Records drawn from a dataset:
=== Section Start ===

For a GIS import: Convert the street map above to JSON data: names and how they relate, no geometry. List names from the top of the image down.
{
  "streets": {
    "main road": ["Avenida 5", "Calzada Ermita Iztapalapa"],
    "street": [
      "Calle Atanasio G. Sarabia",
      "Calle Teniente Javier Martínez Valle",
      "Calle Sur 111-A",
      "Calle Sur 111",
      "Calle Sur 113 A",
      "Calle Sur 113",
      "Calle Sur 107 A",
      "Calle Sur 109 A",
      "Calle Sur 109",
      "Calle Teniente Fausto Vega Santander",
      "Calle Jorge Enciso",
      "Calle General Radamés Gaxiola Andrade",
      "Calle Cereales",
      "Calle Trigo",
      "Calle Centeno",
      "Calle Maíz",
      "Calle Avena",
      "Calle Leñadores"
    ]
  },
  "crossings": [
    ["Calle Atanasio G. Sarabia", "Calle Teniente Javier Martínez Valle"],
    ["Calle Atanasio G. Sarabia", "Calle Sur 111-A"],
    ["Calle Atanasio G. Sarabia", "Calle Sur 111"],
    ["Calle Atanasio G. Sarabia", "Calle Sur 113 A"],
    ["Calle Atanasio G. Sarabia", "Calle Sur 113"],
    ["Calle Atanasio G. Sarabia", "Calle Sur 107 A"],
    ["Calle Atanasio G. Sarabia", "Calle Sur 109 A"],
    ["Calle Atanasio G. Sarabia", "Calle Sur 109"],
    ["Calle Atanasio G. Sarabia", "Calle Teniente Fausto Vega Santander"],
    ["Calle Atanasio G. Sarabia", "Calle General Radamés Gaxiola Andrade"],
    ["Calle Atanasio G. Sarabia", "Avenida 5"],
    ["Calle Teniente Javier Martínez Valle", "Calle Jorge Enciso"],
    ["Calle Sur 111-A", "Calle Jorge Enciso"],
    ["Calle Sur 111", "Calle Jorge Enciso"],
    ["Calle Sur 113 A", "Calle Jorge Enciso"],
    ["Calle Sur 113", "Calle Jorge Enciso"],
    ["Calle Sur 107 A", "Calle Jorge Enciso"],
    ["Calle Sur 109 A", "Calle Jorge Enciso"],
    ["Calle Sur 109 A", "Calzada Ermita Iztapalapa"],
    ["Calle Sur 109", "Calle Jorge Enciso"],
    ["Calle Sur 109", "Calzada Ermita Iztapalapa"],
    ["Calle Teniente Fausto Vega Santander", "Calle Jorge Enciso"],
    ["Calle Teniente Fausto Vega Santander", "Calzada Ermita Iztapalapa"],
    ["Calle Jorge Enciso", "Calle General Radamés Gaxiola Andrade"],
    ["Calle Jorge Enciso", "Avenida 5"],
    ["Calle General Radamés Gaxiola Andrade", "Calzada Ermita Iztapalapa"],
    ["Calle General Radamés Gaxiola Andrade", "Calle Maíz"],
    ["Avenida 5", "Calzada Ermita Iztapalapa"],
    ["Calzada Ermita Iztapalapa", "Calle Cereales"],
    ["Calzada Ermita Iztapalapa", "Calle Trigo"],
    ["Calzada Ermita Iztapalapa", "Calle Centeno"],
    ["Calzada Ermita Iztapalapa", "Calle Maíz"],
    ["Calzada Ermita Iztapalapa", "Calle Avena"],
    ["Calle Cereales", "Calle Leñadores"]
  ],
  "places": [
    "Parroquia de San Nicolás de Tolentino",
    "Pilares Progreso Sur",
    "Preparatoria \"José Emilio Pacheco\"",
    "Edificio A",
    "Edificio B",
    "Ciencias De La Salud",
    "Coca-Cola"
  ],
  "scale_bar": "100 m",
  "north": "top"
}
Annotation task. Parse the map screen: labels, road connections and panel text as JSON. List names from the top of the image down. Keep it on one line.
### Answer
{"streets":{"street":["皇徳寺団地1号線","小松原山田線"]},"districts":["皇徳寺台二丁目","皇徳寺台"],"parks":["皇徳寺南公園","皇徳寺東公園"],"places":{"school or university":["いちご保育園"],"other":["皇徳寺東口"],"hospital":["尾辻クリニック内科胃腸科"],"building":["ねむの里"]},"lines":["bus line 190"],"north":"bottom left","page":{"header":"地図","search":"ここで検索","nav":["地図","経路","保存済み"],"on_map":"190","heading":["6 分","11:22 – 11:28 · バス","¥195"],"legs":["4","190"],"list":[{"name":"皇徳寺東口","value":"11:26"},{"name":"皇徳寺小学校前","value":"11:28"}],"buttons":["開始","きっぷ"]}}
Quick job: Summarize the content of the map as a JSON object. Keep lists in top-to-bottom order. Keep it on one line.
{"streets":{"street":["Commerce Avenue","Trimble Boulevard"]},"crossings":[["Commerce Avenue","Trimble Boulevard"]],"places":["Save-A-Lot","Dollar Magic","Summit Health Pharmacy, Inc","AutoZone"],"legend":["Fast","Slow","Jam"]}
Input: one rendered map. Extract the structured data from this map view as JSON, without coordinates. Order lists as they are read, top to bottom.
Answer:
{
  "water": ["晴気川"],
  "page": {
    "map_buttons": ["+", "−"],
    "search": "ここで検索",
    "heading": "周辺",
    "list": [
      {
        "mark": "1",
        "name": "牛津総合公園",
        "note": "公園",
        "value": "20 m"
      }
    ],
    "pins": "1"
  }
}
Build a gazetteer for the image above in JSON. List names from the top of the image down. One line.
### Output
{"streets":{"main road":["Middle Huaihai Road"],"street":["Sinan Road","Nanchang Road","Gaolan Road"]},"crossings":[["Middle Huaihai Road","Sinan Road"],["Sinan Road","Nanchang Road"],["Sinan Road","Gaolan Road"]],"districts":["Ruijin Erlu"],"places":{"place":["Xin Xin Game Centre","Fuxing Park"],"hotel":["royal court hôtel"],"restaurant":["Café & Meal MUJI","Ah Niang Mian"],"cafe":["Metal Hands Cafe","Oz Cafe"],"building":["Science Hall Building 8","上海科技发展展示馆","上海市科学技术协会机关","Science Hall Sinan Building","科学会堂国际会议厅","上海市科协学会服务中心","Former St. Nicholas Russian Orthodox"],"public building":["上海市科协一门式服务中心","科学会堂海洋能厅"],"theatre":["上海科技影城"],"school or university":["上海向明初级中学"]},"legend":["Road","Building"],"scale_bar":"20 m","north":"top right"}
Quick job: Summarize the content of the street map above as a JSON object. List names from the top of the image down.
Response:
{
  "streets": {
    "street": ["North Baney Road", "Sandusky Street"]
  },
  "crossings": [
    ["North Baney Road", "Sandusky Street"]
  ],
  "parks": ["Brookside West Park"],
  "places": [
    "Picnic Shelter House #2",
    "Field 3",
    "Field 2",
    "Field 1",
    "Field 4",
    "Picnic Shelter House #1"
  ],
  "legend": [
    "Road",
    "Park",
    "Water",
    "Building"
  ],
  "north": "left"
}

=== Section End ===

§ **TASK**
Check each line of the records for the word "Avena", and show the lines that contain it.

§ **ANSWER BOX**
      "Calle Avena",
    ["Calzada Ermita Iztapalapa", "Calle Avena"],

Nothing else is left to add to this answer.